### How to complete this task
Copy, in full, each line of the material that holds the word "Saved".

### Material for this task
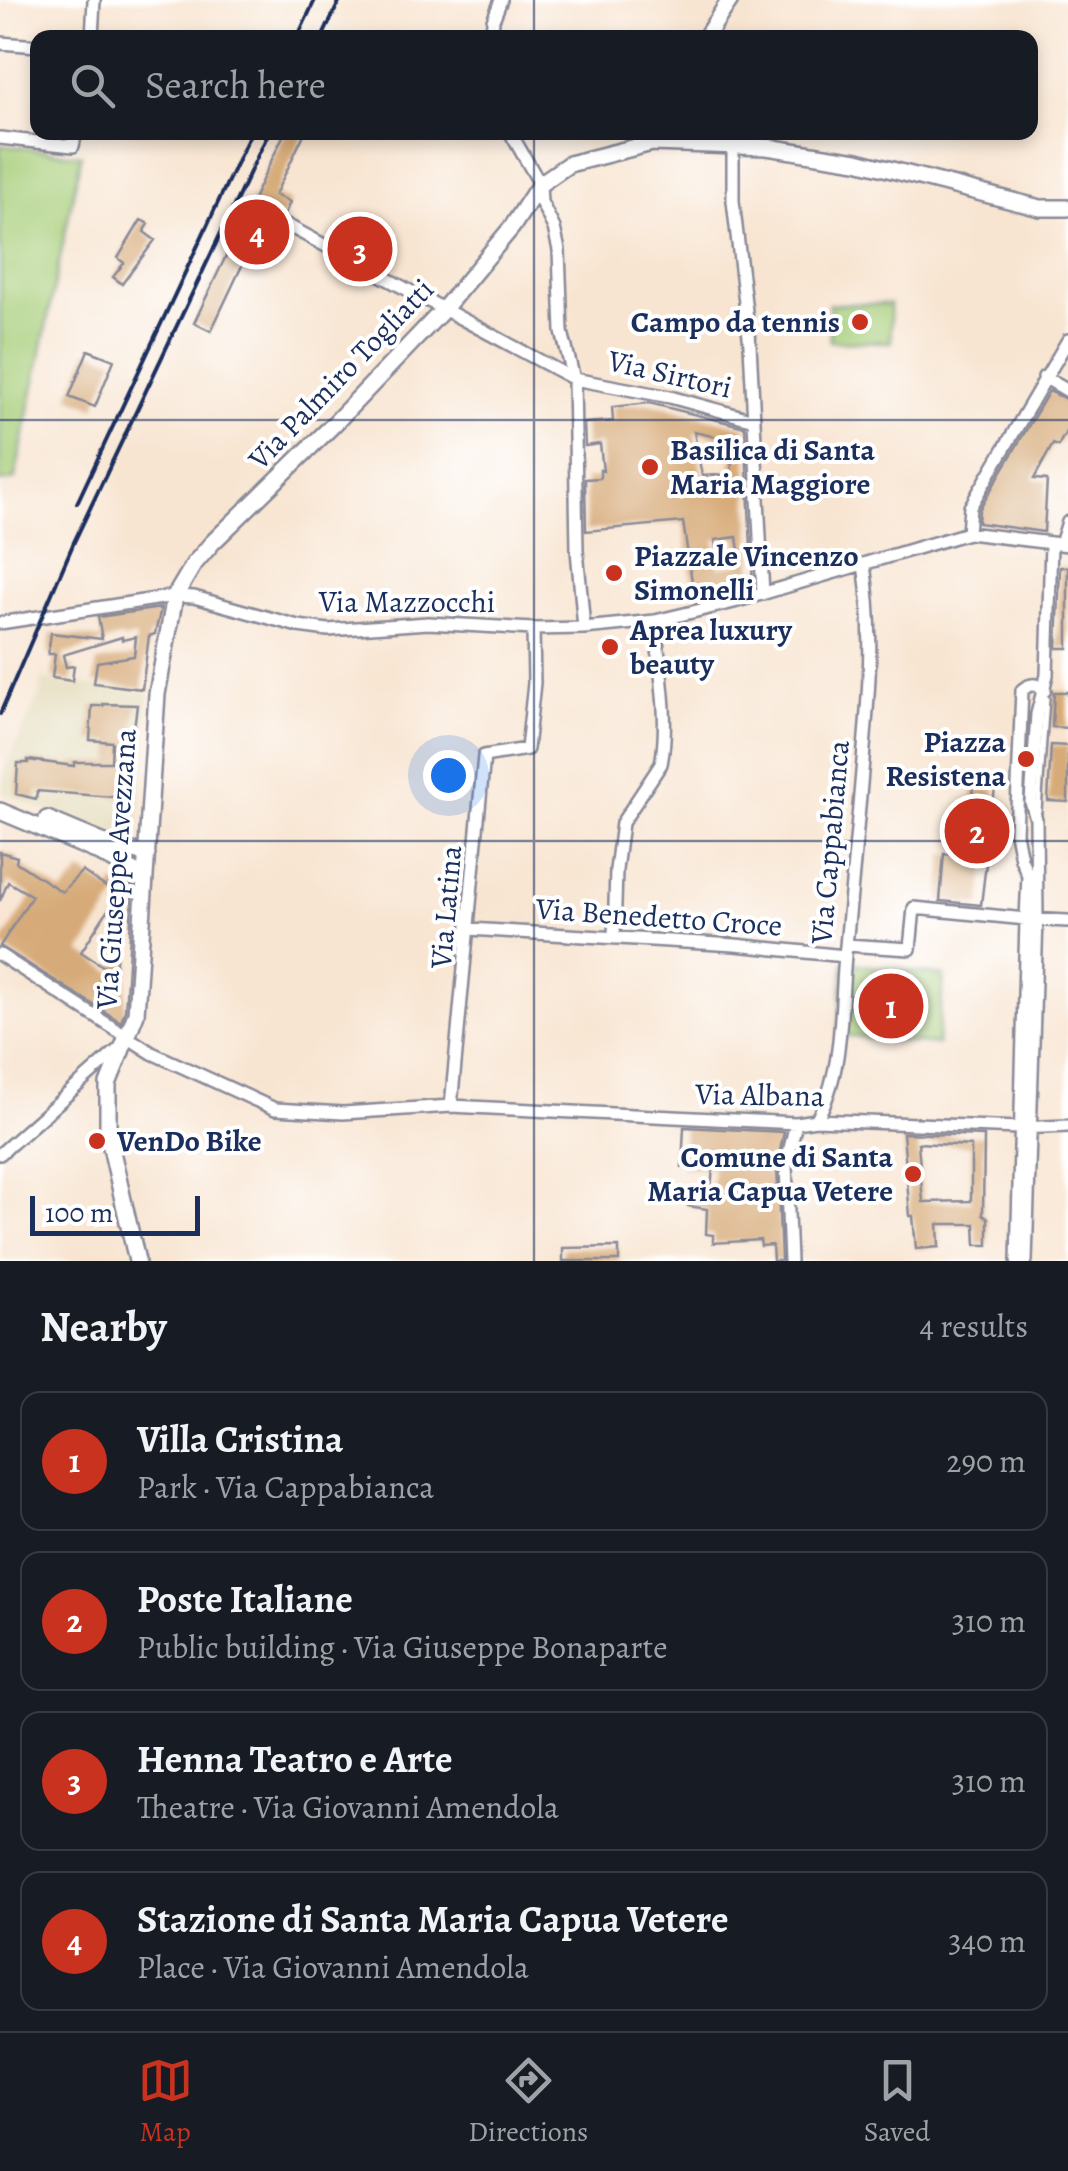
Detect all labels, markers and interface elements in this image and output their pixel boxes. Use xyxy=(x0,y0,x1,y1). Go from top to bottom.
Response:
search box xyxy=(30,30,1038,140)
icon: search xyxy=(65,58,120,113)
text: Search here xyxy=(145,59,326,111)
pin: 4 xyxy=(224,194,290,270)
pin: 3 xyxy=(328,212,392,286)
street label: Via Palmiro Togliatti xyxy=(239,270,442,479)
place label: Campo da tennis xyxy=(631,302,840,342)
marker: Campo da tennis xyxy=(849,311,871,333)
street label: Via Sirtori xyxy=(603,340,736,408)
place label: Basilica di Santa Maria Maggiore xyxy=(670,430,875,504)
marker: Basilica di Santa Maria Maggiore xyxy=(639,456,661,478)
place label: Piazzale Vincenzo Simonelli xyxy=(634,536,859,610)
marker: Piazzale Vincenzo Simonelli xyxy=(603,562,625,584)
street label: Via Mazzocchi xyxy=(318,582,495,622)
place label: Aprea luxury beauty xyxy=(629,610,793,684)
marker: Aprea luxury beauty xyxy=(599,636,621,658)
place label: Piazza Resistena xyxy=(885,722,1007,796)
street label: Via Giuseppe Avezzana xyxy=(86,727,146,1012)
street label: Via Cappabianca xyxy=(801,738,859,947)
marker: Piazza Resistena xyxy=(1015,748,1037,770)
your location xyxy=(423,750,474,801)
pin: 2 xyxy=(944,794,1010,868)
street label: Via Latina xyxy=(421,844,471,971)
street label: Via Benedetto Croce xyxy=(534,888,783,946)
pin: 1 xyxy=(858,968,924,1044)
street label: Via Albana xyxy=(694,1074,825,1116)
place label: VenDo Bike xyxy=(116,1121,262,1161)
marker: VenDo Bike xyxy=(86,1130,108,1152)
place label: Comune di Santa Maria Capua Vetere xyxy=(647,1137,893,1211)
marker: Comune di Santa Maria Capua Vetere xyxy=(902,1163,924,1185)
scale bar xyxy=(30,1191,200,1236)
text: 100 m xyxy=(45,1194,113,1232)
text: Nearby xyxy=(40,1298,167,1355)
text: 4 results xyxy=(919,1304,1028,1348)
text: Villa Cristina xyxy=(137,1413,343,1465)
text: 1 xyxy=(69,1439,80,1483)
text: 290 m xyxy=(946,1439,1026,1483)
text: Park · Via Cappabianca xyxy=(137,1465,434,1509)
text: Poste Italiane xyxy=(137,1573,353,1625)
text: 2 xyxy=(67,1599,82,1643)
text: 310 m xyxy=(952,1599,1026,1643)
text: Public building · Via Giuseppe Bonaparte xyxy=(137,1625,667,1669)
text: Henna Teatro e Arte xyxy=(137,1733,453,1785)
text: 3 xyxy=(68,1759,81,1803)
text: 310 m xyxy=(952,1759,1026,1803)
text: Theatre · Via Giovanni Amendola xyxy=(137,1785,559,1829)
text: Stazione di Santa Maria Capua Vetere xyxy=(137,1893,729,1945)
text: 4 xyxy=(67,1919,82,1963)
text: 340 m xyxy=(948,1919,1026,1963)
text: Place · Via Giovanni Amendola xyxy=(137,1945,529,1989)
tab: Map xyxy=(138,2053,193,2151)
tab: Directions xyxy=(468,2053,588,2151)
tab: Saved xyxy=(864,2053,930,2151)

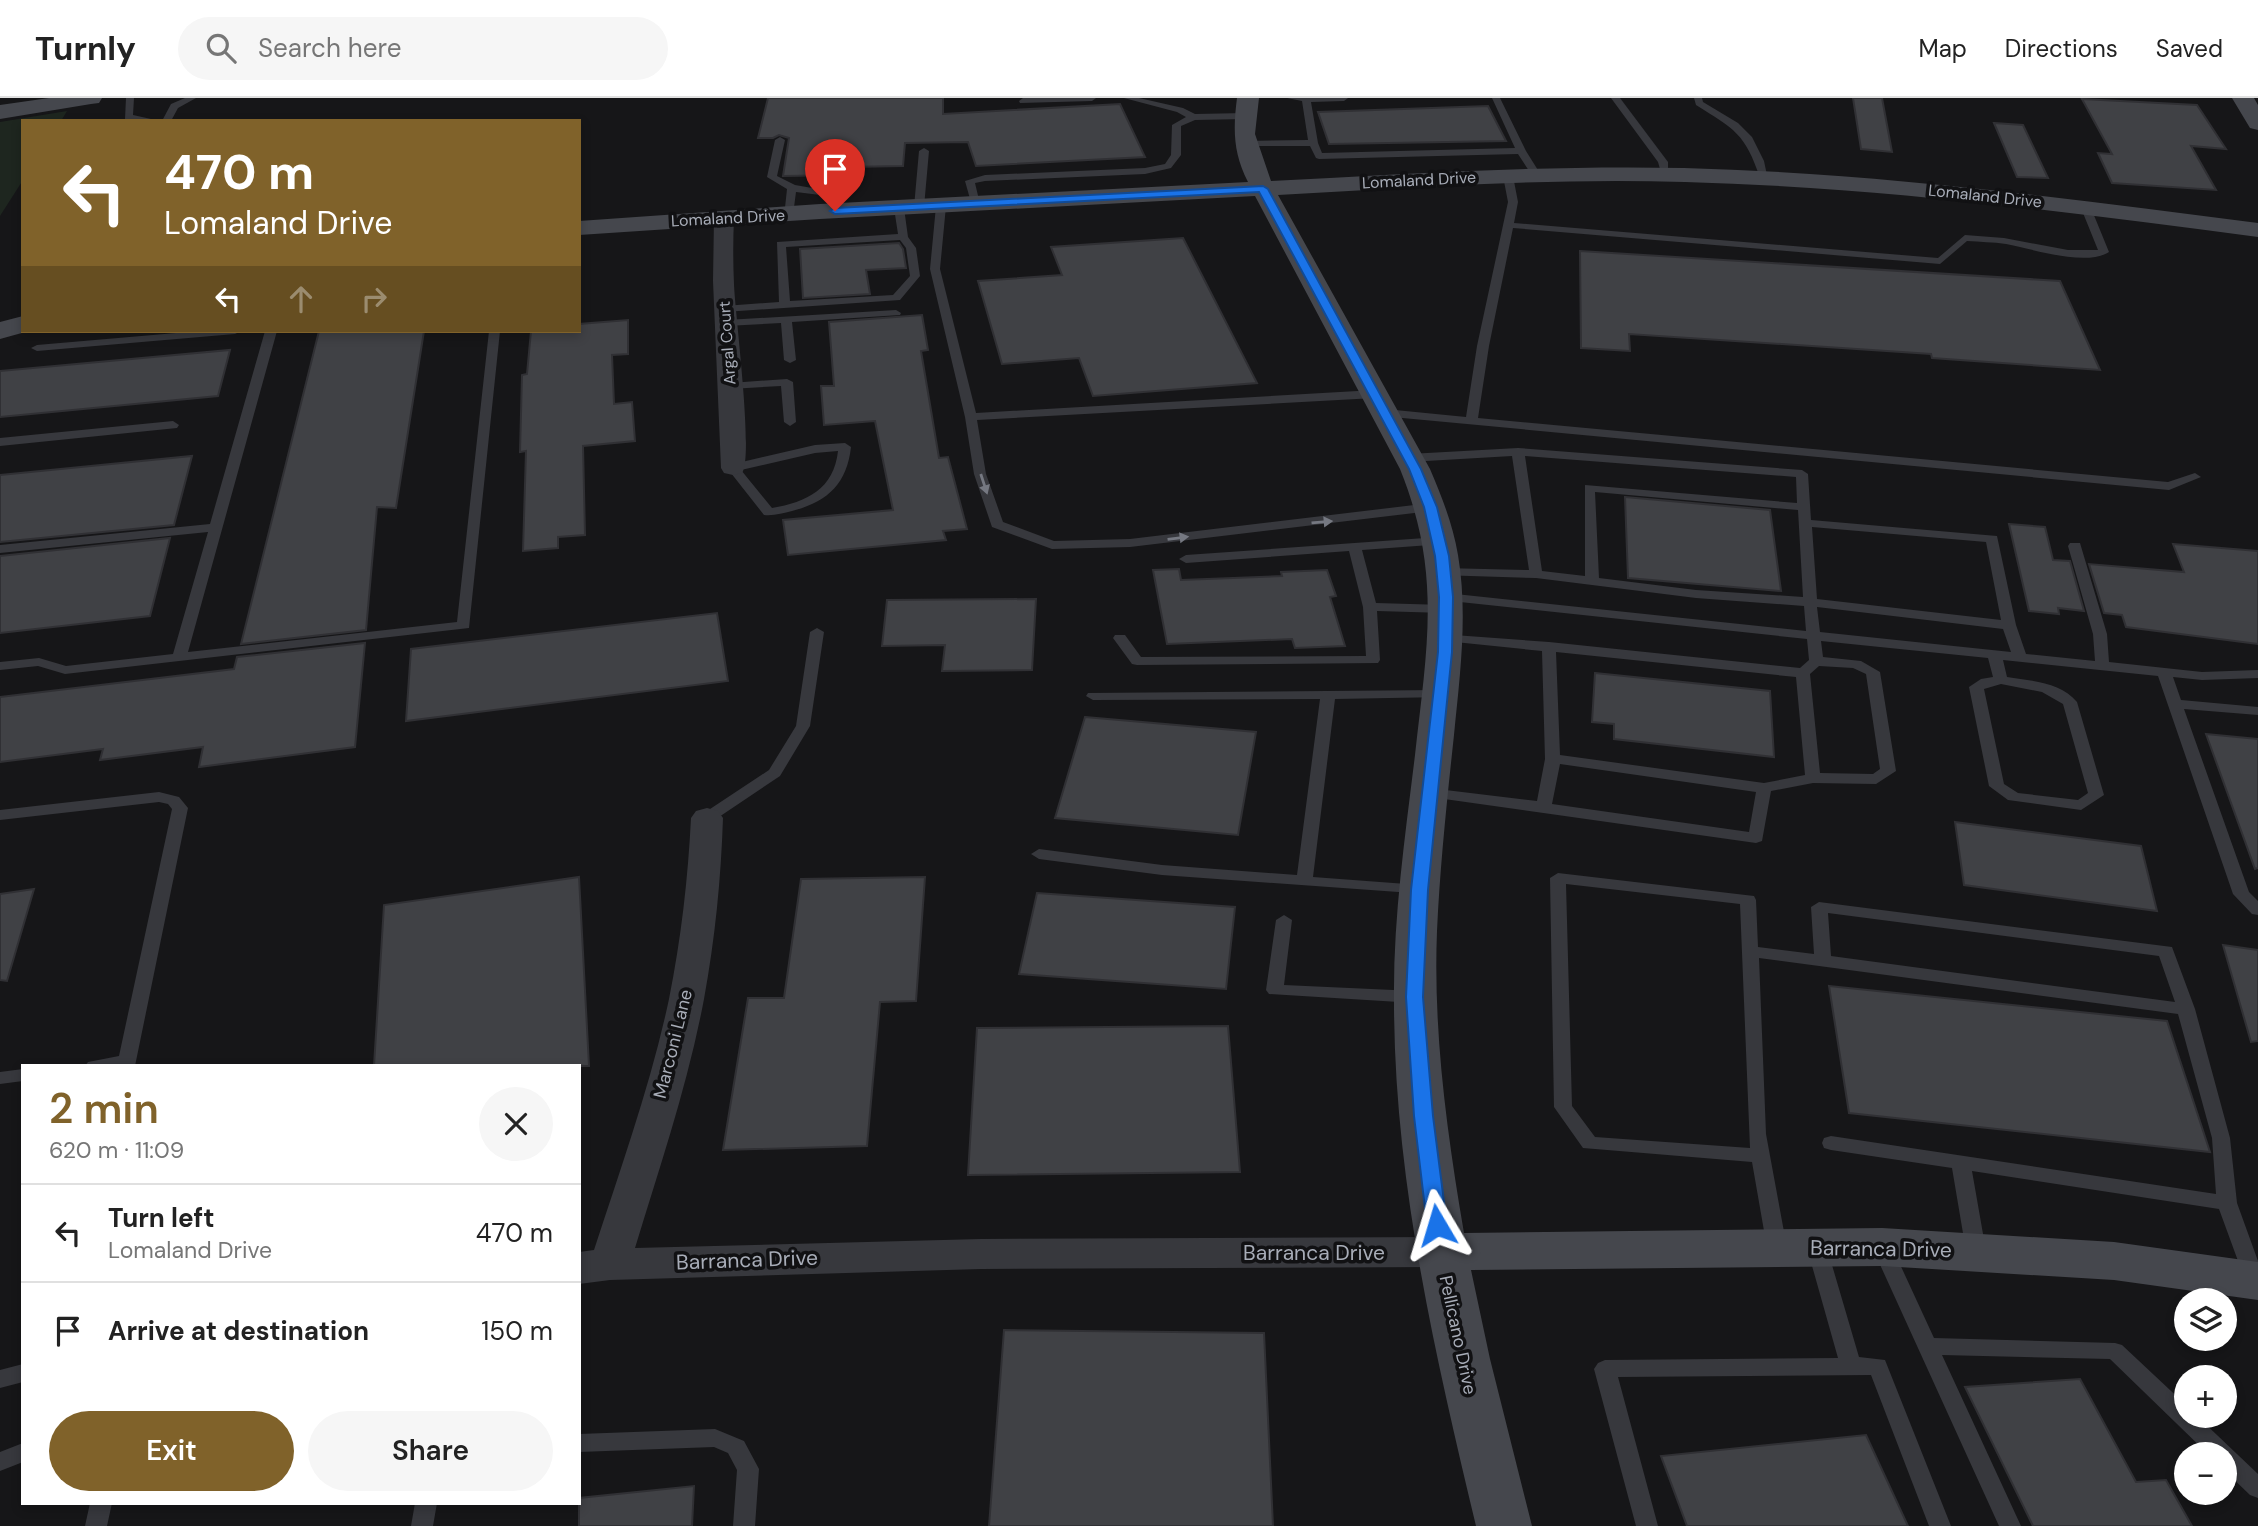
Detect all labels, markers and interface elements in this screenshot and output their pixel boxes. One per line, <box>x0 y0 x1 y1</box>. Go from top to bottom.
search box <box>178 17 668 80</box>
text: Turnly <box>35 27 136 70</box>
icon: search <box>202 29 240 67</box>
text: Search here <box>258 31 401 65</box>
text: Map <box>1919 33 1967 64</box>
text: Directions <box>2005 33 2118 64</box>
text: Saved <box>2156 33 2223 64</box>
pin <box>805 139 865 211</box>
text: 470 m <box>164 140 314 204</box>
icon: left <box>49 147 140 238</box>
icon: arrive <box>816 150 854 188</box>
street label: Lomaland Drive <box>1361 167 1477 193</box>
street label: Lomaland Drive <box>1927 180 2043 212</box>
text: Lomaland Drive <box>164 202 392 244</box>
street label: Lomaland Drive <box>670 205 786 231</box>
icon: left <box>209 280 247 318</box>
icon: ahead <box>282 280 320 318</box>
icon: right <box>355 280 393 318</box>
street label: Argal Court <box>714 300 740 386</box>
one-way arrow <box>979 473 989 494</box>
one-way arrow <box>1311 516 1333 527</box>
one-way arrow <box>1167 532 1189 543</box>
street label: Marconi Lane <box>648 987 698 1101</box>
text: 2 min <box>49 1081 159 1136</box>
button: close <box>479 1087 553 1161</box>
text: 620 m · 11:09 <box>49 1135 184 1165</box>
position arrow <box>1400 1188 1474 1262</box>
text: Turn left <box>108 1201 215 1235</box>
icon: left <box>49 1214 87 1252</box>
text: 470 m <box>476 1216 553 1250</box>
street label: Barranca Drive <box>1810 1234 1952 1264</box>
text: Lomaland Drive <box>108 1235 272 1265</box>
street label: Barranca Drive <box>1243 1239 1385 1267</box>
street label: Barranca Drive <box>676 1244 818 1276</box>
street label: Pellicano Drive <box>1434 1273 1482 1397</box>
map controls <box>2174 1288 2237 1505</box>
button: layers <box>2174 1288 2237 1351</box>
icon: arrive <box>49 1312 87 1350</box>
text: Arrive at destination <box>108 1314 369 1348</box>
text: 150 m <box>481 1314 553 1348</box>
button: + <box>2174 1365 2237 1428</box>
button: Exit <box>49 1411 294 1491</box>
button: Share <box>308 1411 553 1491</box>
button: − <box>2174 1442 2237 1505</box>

### Answer box
tab: Saved xyxy=(864,2053,930,2151)
text: Saved <box>2156 33 2223 64</box>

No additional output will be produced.